Sunday, March 27, 2011

Syria's Bashar al-Assad has been struck by freedom flu : Simon Tisdall

http://www.guardian.co.uk/commentisfree/2011/mar/25/syria-bashar-al-assad-freedom/print

 Albert Camus, were he alive, would have understood the upheavals sweeping the Arab world. In La Peste (The Plague), the French-Algerian author and philosopher explored through allegory the deep-seated malaise that he believed shaped and determined the human condition. At its core, society – and the body politic – was rotten and absurd. From Libya to Egypt to Yemen, millions have come to recognise this diseased reality, and are trying valiantly to change it.

Syria is the latest Middle Eastern government to succumb to what might be termed "regime-itis", a metaphorical contagion, both liberating and deadly, that spreads faster than the time it takes a secret policeman to pick up his truncheon. In eerie succession, one after another, autocrats and despots across the region are coming down with freedom flu. Like a virus, it spreads, from mouth to mouth and hand to hand, allowing prior immunity to none. There is no cure.
The symptoms presented by Bashar al-Assad's regime in Damascus fit this diagnosis.
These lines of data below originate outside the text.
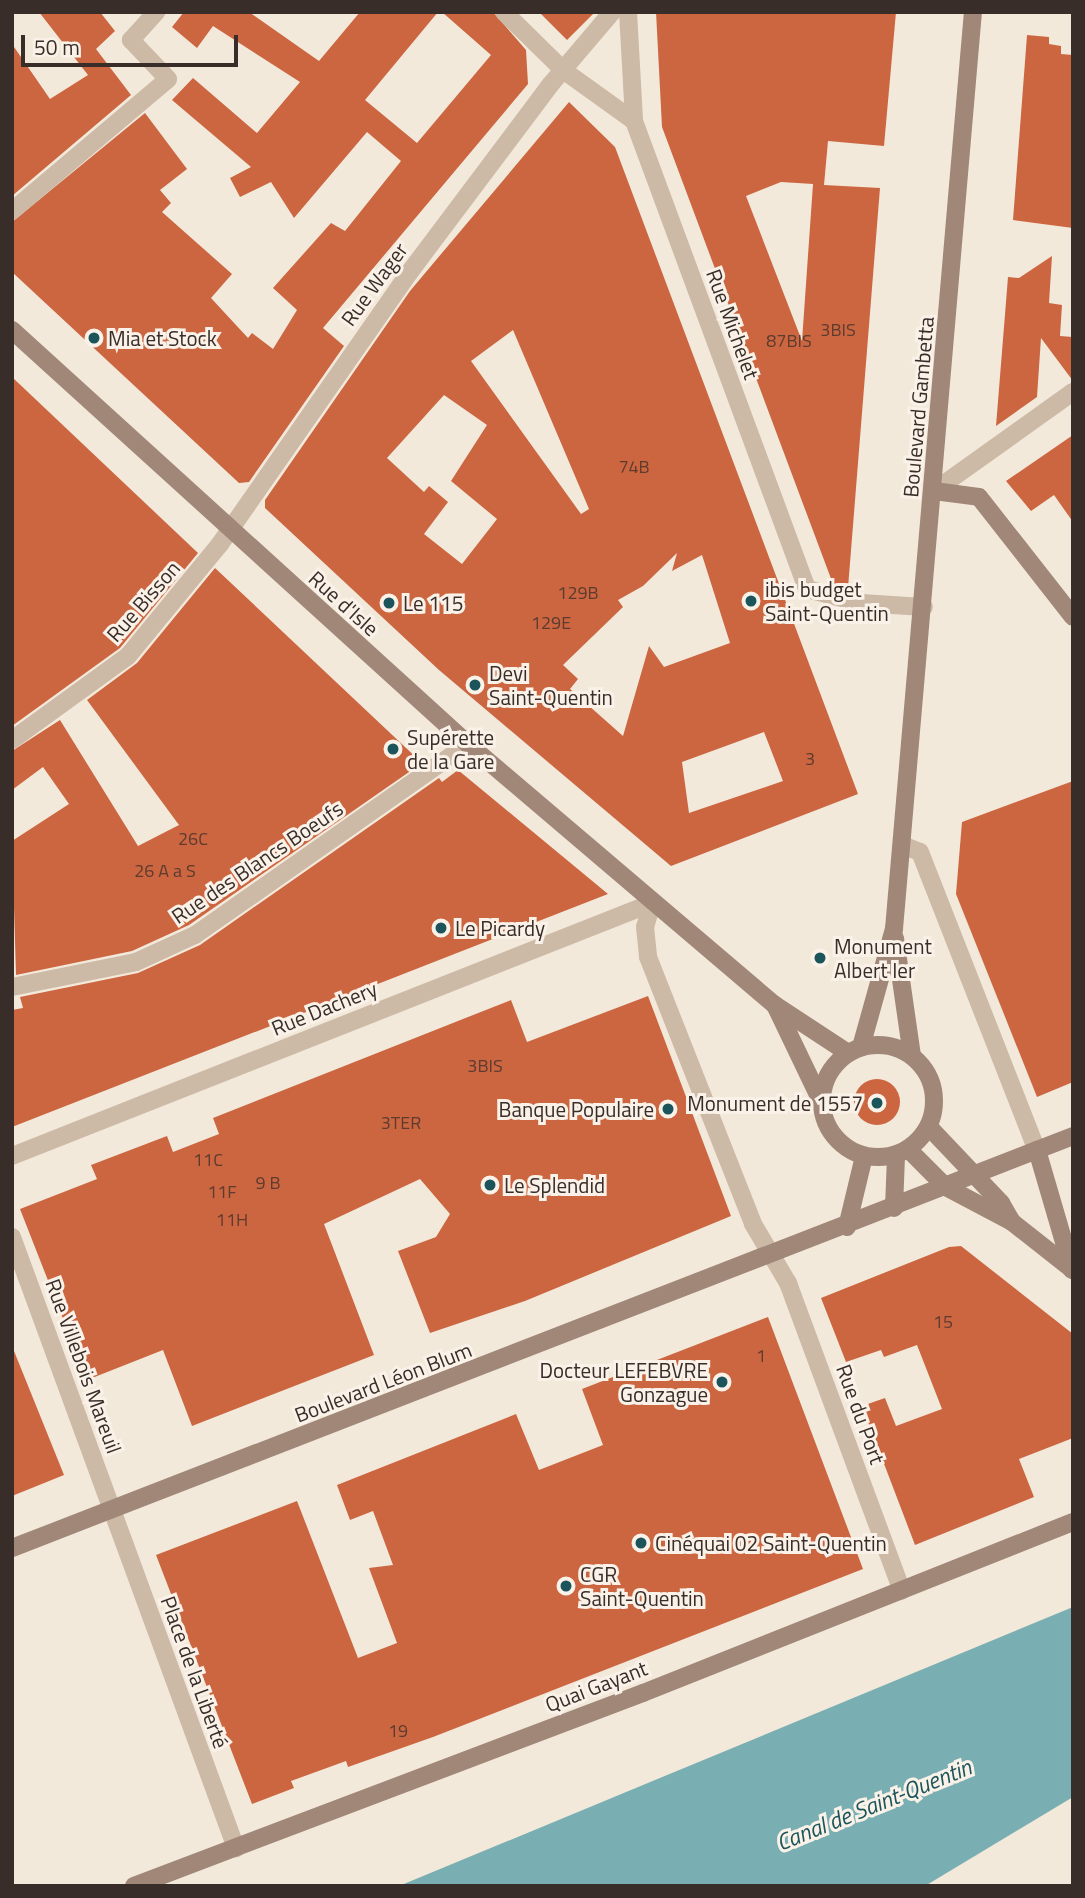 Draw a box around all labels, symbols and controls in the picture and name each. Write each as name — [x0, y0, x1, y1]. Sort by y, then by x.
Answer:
scale bar — [24, 21, 242, 65]
text: 50 m — [34, 31, 80, 63]
street label: Rue Wager — [335, 237, 413, 331]
street label: Rue Michelet — [701, 266, 765, 382]
street label: Boulevard Gambetta — [898, 315, 938, 499]
house number: 3BIS — [820, 319, 856, 341]
place label: Mia et Stock — [108, 325, 217, 351]
marker: Mia et Stock — [86, 330, 102, 346]
house number: 87BIS — [766, 330, 812, 352]
house number: 74B — [618, 456, 650, 478]
street label: Rue Bisson — [101, 555, 185, 647]
street label: Rue d'Isle — [304, 565, 384, 641]
place label: ibis budget Saint-Quentin — [765, 576, 889, 626]
house number: 129B — [557, 582, 599, 604]
place label: Le 115 — [403, 590, 463, 616]
marker: ibis budget Saint-Quentin — [743, 593, 759, 609]
marker: Le 115 — [381, 595, 397, 611]
house number: 129E — [531, 612, 571, 634]
place label: Devi Saint-Quentin — [489, 660, 613, 710]
marker: Devi Saint-Quentin — [467, 677, 483, 693]
place label: Supérette de la Gare — [407, 724, 494, 774]
marker: Supérette de la Gare — [385, 741, 401, 757]
house number: 3 — [805, 748, 815, 770]
street label: Rue des Blancs Boeufs — [167, 795, 347, 929]
house number: 26C — [178, 828, 208, 850]
house number: 26 A a S — [134, 860, 196, 882]
place label: Le Picardy — [455, 915, 545, 941]
marker: Le Picardy — [433, 920, 449, 936]
place label: Monument Albert Ier — [834, 933, 932, 983]
marker: Monument Albert Ier — [812, 950, 828, 966]
street label: Rue Dachery — [267, 975, 381, 1041]
house number: 3BIS — [467, 1055, 503, 1077]
place label: Monument de 1557 — [687, 1090, 863, 1116]
marker: Monument de 1557 — [869, 1095, 885, 1111]
place label: Banque Populaire — [499, 1096, 654, 1122]
marker: Banque Populaire — [660, 1101, 676, 1117]
house number: 3TER — [381, 1112, 421, 1134]
house number: 11C — [193, 1149, 223, 1171]
house number: 9 B — [255, 1172, 281, 1194]
place label: Le Splendid — [504, 1172, 605, 1198]
marker: Le Splendid — [482, 1177, 498, 1193]
house number: 11F — [207, 1181, 237, 1203]
house number: 11H — [216, 1209, 248, 1231]
street label: Rue Villebois Mareuil — [41, 1275, 127, 1457]
house number: 15 — [933, 1311, 953, 1333]
street label: Boulevard Léon Blum — [291, 1337, 475, 1427]
house number: 1 — [756, 1345, 766, 1367]
place label: Docteur LEFEBVRE Gonzague — [539, 1357, 708, 1407]
street label: Rue du Port — [831, 1361, 891, 1467]
marker: Docteur LEFEBVRE Gonzague — [714, 1374, 730, 1390]
place label: Cinéquai 02 Saint-Quentin — [655, 1530, 887, 1556]
marker: Cinéquai 02 Saint-Quentin — [633, 1535, 649, 1551]
place label: CGR Saint-Quentin — [580, 1561, 704, 1611]
marker: CGR Saint-Quentin — [558, 1578, 574, 1594]
street label: Place de la Liberté — [156, 1593, 234, 1751]
street label: Quai Gayant — [541, 1655, 651, 1717]
house number: 19 — [388, 1720, 408, 1742]
water label: Canal de Saint-Quentin — [773, 1753, 975, 1857] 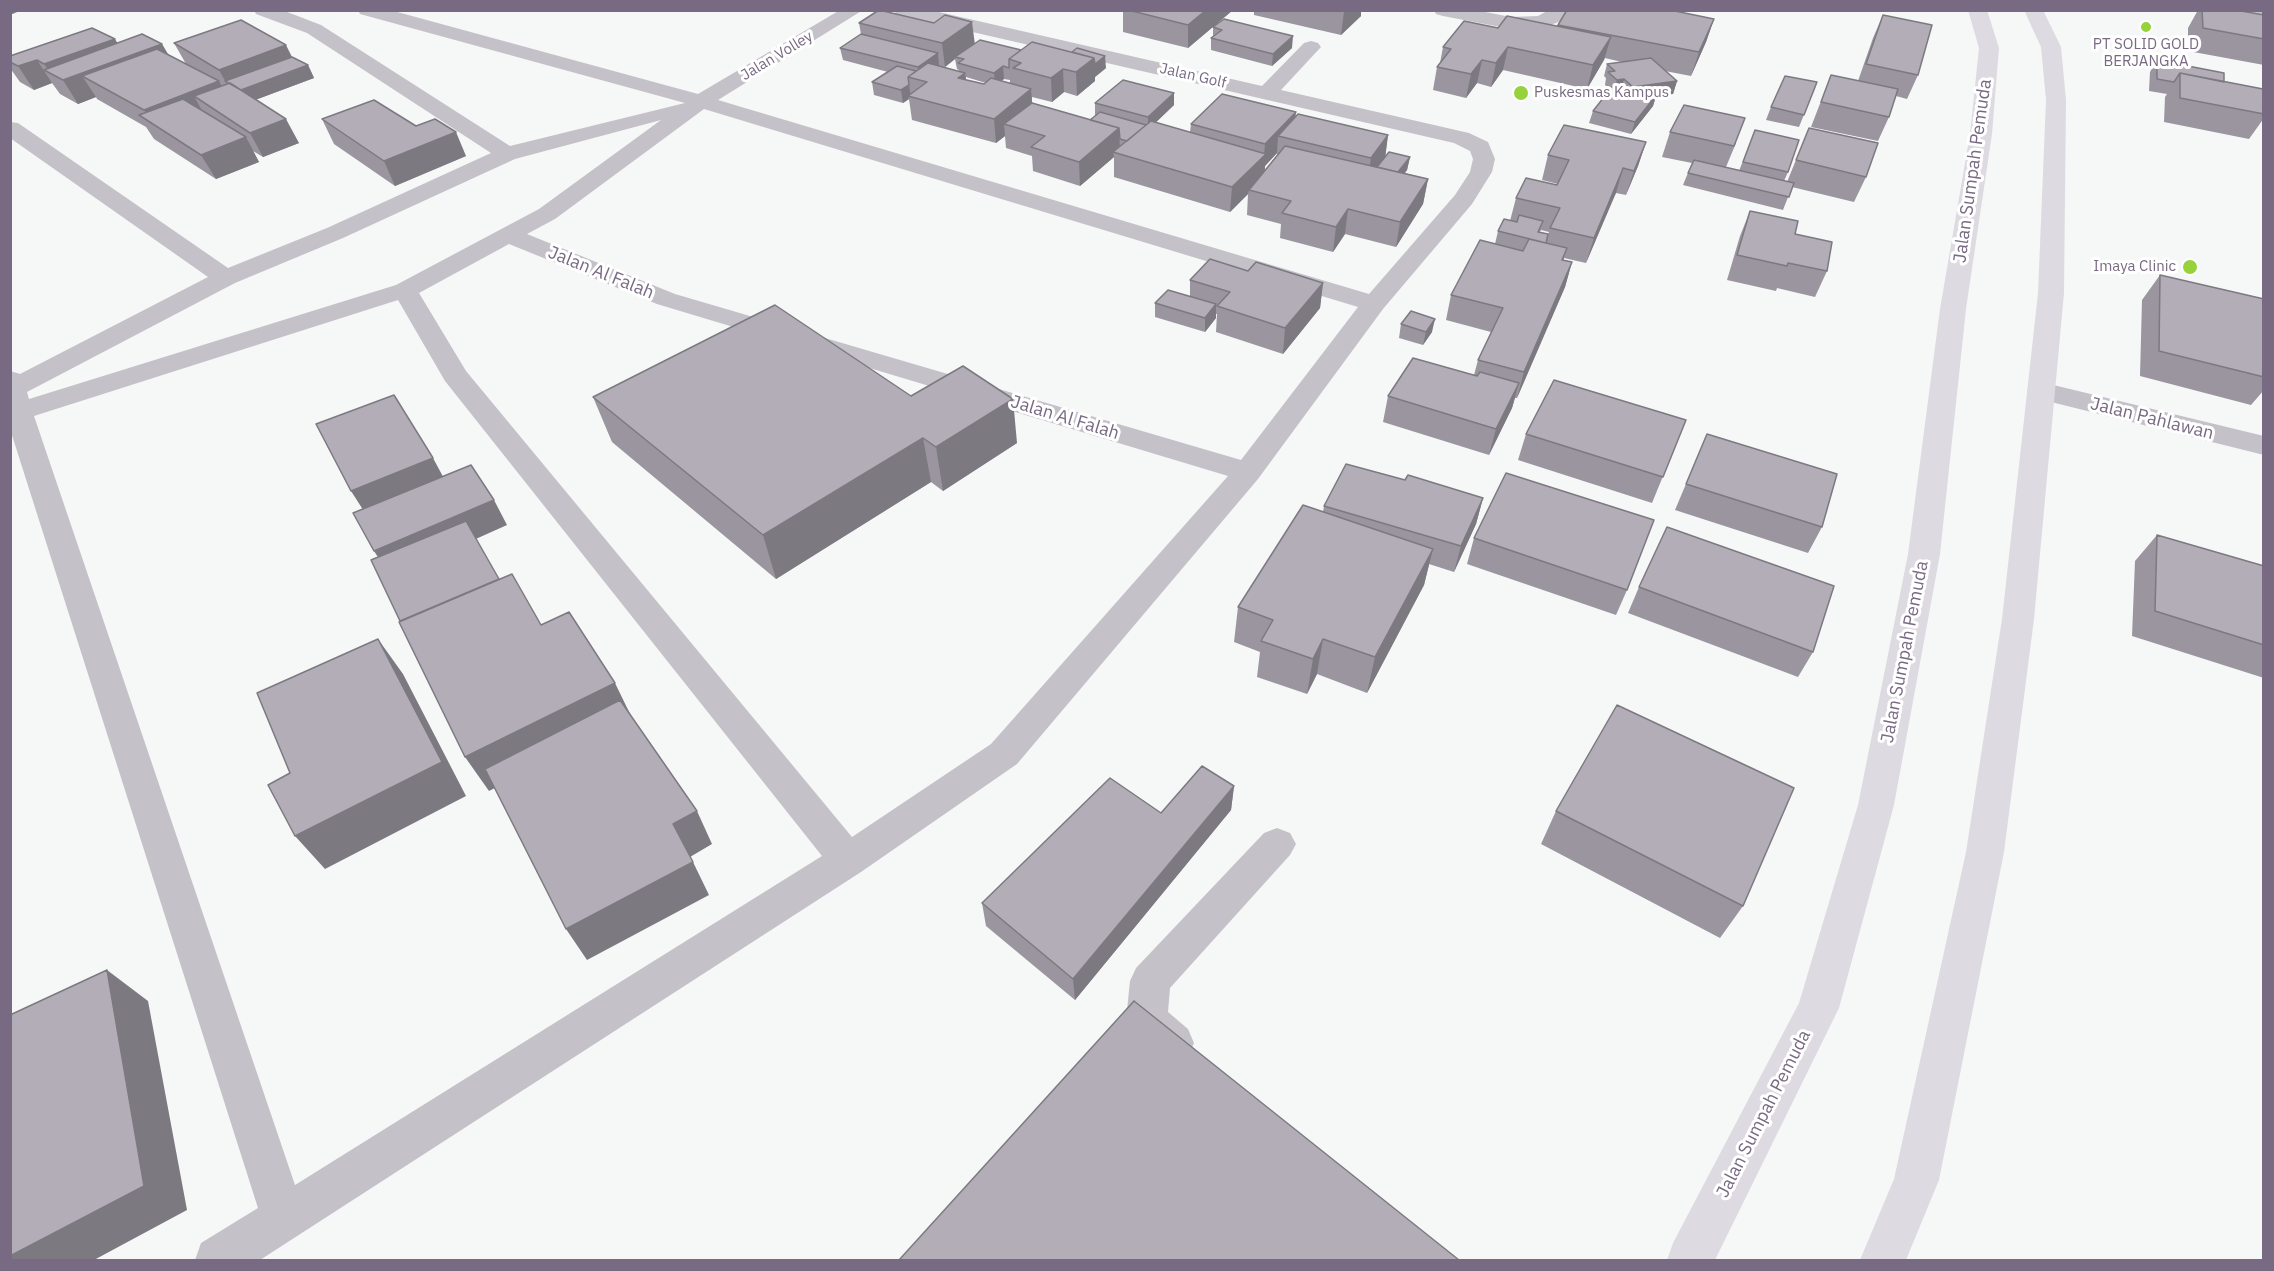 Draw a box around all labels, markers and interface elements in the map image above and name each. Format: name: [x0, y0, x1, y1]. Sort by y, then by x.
marker: PT SOLID GOLD BERJANGKA: [2139, 20, 2153, 34]
street label: Jalan Volley: [738, 28, 816, 84]
place label: PT SOLID GOLD BERJANGKA: [2093, 36, 2199, 71]
street label: Jalan Golf: [1158, 60, 1228, 92]
street label: Jalan Sumpah Pemuda: [1949, 78, 1997, 264]
marker: Puskesmas Kampus: [1512, 84, 1530, 102]
place label: Puskesmas Kampus: [1534, 84, 1669, 102]
street label: Jalan Al Falah: [545, 242, 657, 304]
place label: Imaya Clinic: [2093, 258, 2176, 276]
marker: Imaya Clinic: [2181, 258, 2199, 276]
street label: Jalan Al Falah: [1008, 391, 1122, 445]
street label: Jalan Pahlawan: [2088, 393, 2216, 445]
street label: Jalan Sumpah Pemuda: [1877, 559, 1933, 745]
street label: Jalan Sumpah Pemuda: [1712, 1027, 1816, 1201] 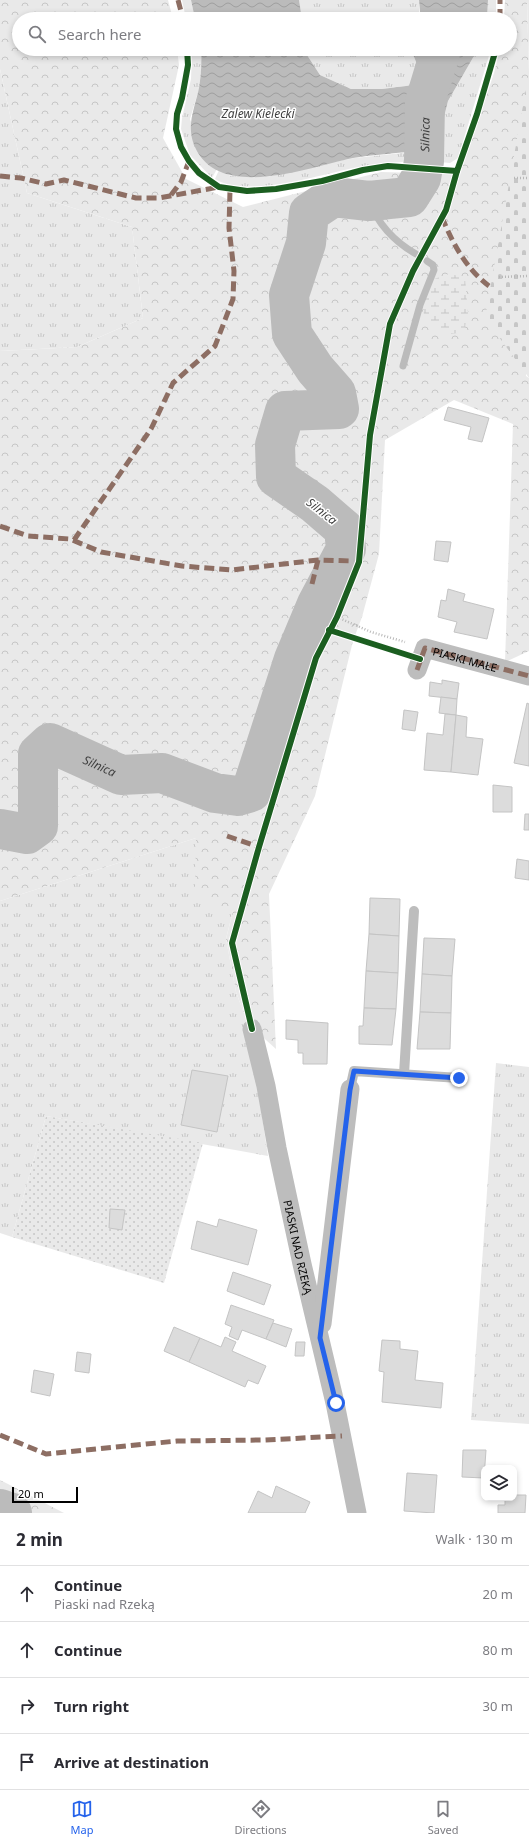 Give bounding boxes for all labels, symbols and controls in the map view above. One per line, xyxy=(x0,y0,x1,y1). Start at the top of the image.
search box xyxy=(12,12,517,56)
icon: search xyxy=(26,23,48,45)
text: Search here xyxy=(58,24,141,44)
water label: Zalew Kielecki xyxy=(220,105,296,122)
water label: Silnica xyxy=(416,117,433,152)
water label: Silnica xyxy=(303,494,341,528)
street label: PIASKI MAŁE xyxy=(431,643,499,675)
water label: Silnica xyxy=(81,751,119,780)
route end xyxy=(450,1069,468,1087)
street label: PIASKI NAD RZEKĄ xyxy=(281,1198,317,1297)
route start xyxy=(327,1394,345,1412)
map controls xyxy=(481,1465,517,1501)
button: layers xyxy=(481,1465,517,1501)
scale bar xyxy=(12,1485,78,1504)
text: 20 m xyxy=(18,1486,44,1501)
text: 2 min xyxy=(16,1528,63,1551)
text: Walk · 130 m xyxy=(435,1530,513,1548)
text: Continue xyxy=(54,1575,122,1595)
icon: ahead xyxy=(16,1583,38,1605)
text: 20 m xyxy=(483,1585,513,1603)
text: Piaski nad Rzeką xyxy=(54,1595,155,1613)
icon: ahead xyxy=(16,1639,38,1661)
text: Continue xyxy=(54,1640,122,1660)
text: 80 m xyxy=(483,1641,513,1659)
icon: right xyxy=(16,1695,38,1717)
text: Turn right xyxy=(54,1696,129,1716)
text: 30 m xyxy=(483,1697,513,1715)
icon: arrive xyxy=(16,1751,38,1773)
text: Arrive at destination xyxy=(54,1752,209,1772)
tab: Map xyxy=(71,1798,93,1837)
tab: Directions xyxy=(234,1798,287,1837)
tab: Saved xyxy=(428,1798,458,1837)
What began as a prank by a group of children in the southern city of Deraa, spraying anti-government graffiti on walls, has escalated into large-scale protests, echoing across the country.

The regime is trying repression and on Wednesday, at least 37 people were killed. But this only sparked even bigger demonstrations. Assad is also trying concessions, including the possible relaxation of emergency laws and media controls. But so far, at least, nothing works. More and more people appear to be overcoming the "fear factor" that has kept Syrian society in check during what the Guardian's former Middle East correspondent, David Hirst, has called 51 years of "republican monarchy".